*RECORD EXCERPTS*.
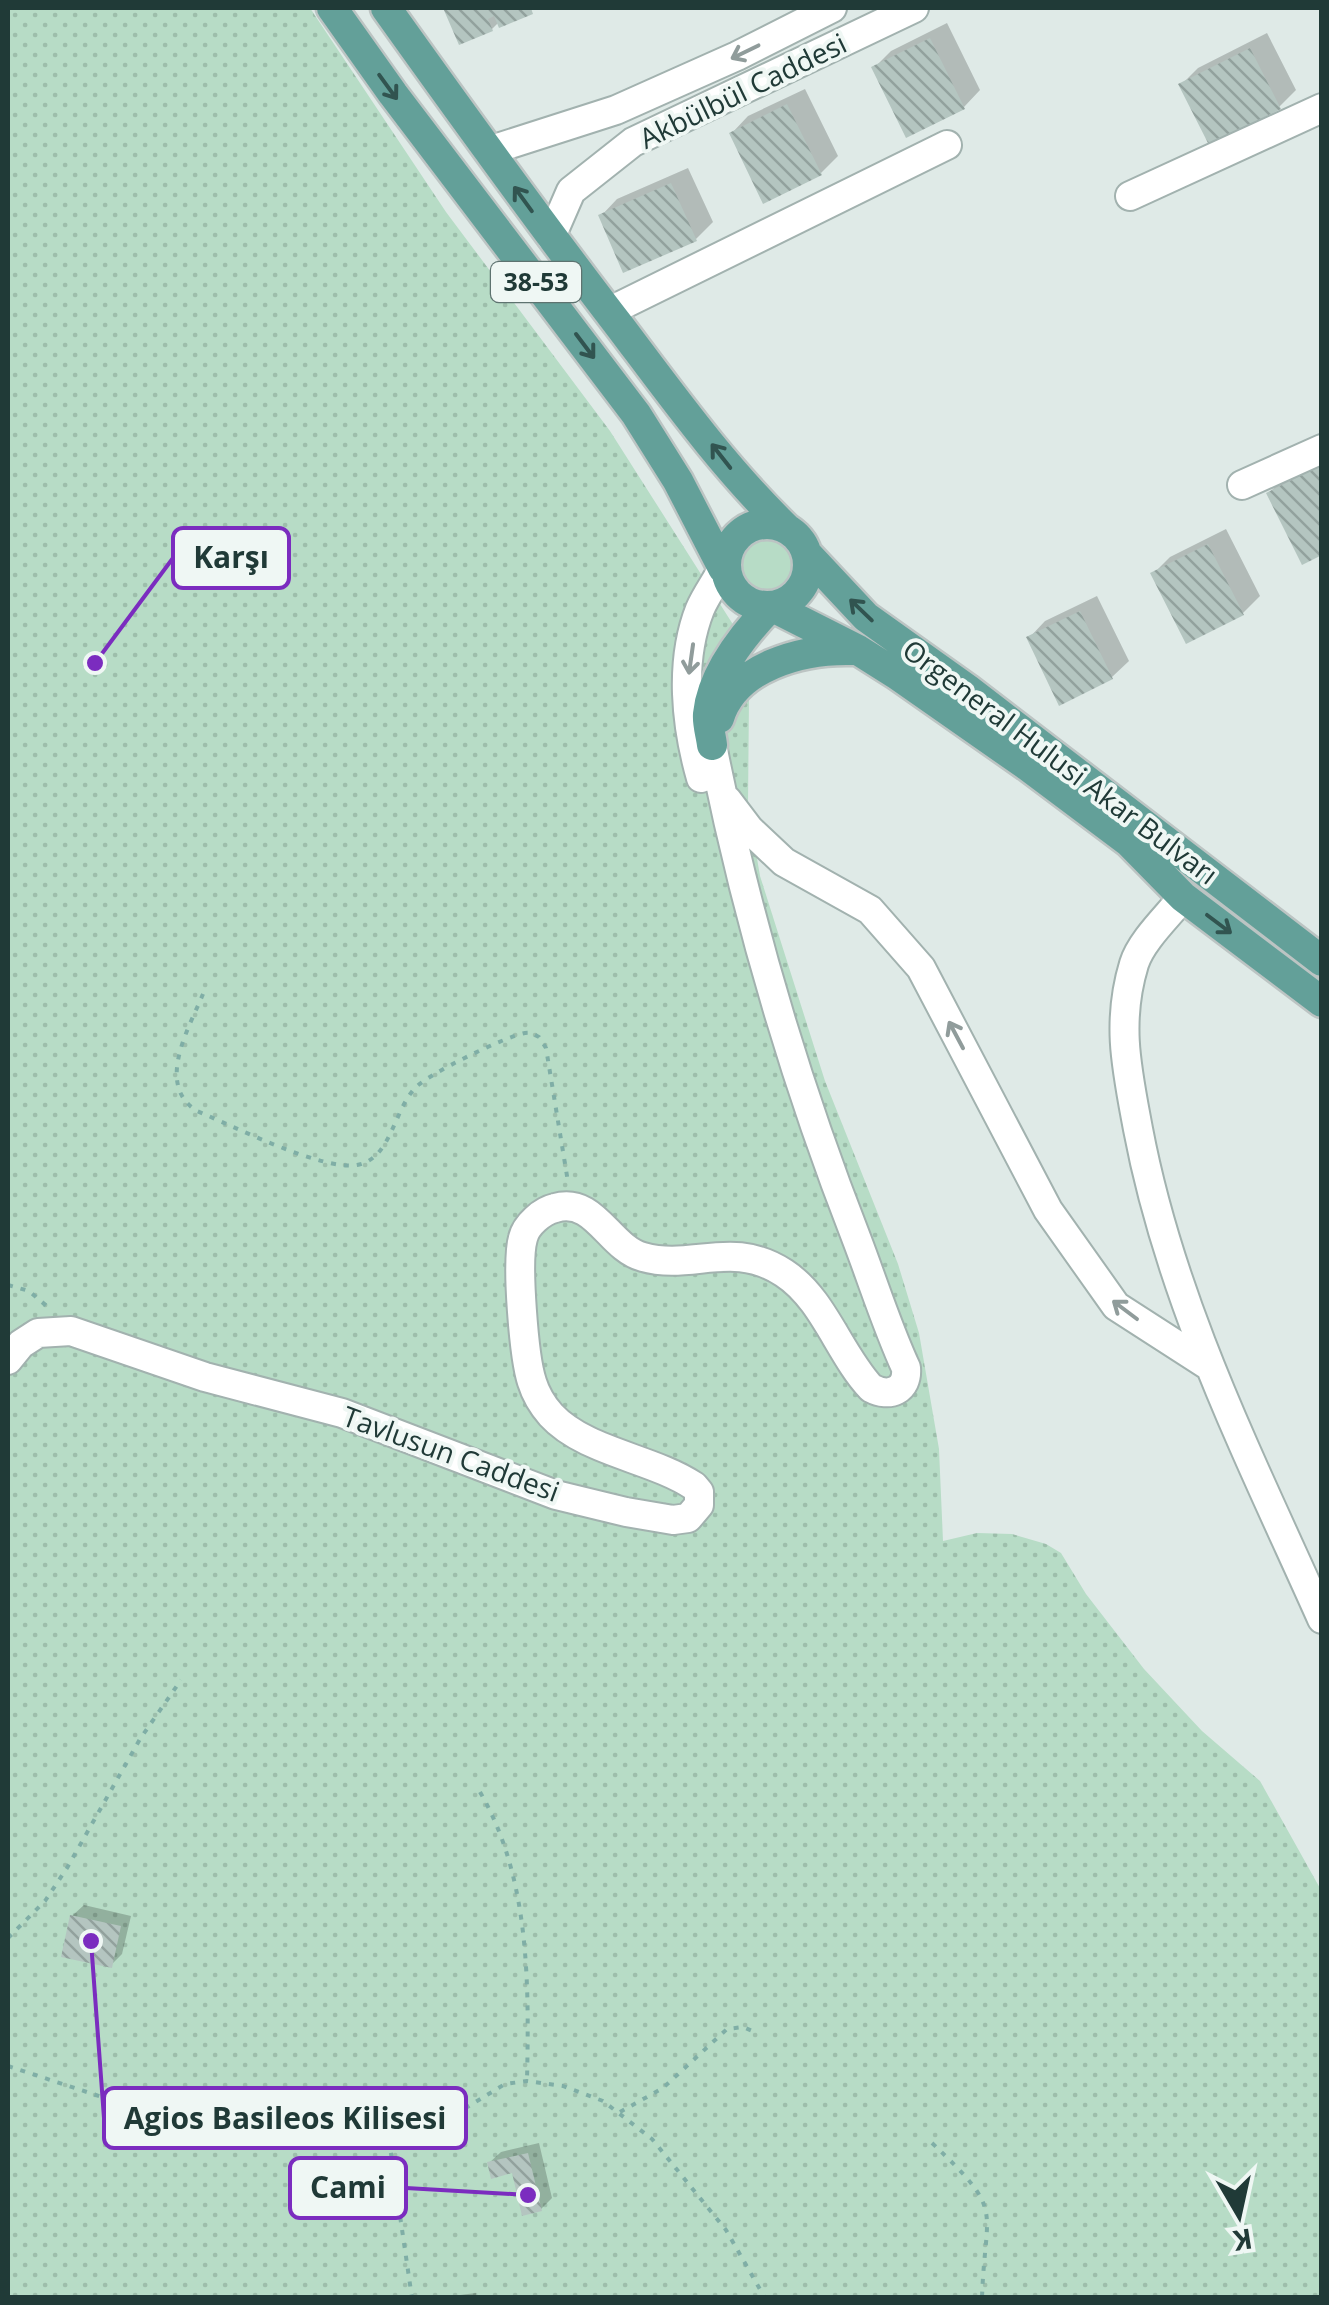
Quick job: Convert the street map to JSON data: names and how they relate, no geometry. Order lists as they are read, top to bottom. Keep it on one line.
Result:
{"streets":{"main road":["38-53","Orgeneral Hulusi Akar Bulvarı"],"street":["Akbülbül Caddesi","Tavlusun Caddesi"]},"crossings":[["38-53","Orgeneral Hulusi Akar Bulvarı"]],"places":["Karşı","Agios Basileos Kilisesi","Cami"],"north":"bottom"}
==
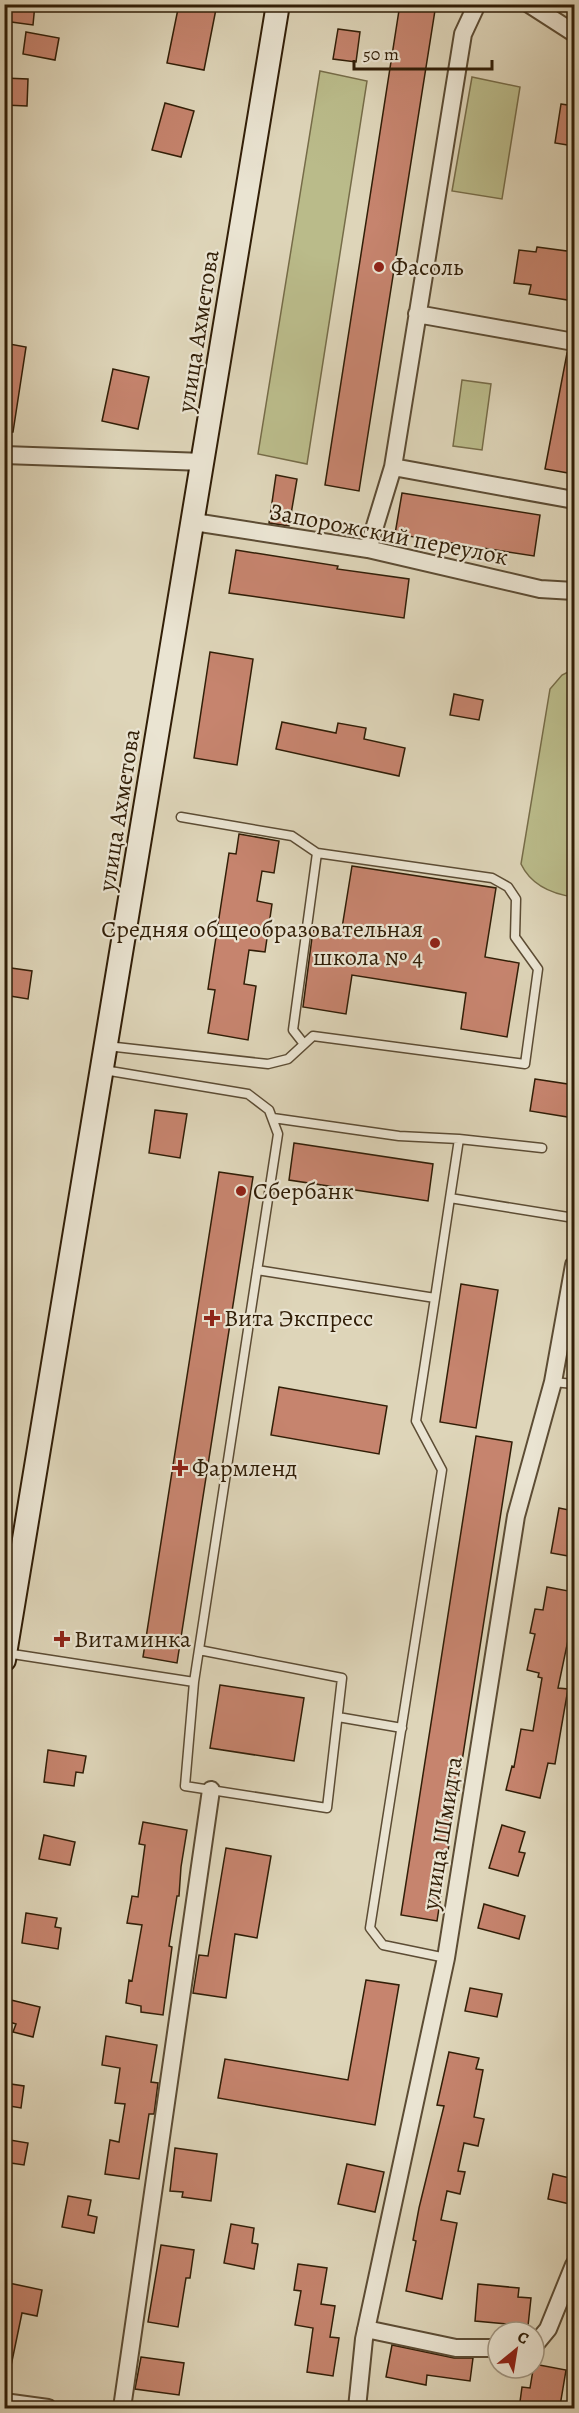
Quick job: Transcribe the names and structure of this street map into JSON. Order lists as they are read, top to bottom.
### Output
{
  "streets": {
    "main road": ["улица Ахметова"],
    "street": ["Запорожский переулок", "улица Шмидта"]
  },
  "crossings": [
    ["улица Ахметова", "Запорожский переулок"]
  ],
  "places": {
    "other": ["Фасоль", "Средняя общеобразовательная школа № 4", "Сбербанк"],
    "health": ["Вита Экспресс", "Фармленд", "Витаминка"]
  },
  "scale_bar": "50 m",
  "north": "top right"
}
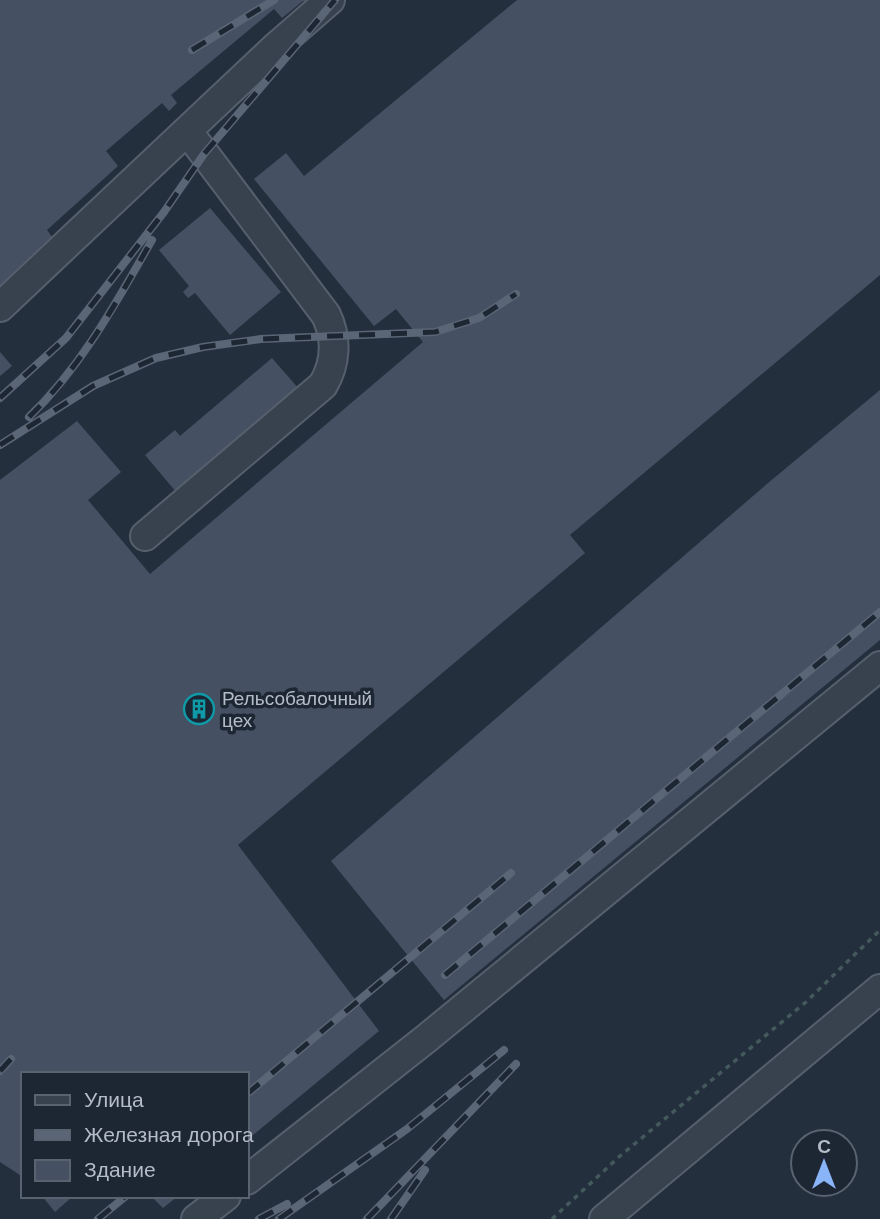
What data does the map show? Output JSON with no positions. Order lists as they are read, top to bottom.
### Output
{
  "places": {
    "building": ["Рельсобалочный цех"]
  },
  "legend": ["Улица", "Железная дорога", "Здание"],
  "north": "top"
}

*TASK OBJECTIVE*.
Scan the preceding listing for the string "Quick" and copy every line where it occurs.

*EXERCISE SOLUTION*.
Quick job: Convert the street map to JSON data: names and how they relate, no geometry. Order lists as they are read, top to bottom. Keep it on one line.
Quick job: Transcribe the names and structure of this street map into JSON. Order lists as they are read, top to bottom.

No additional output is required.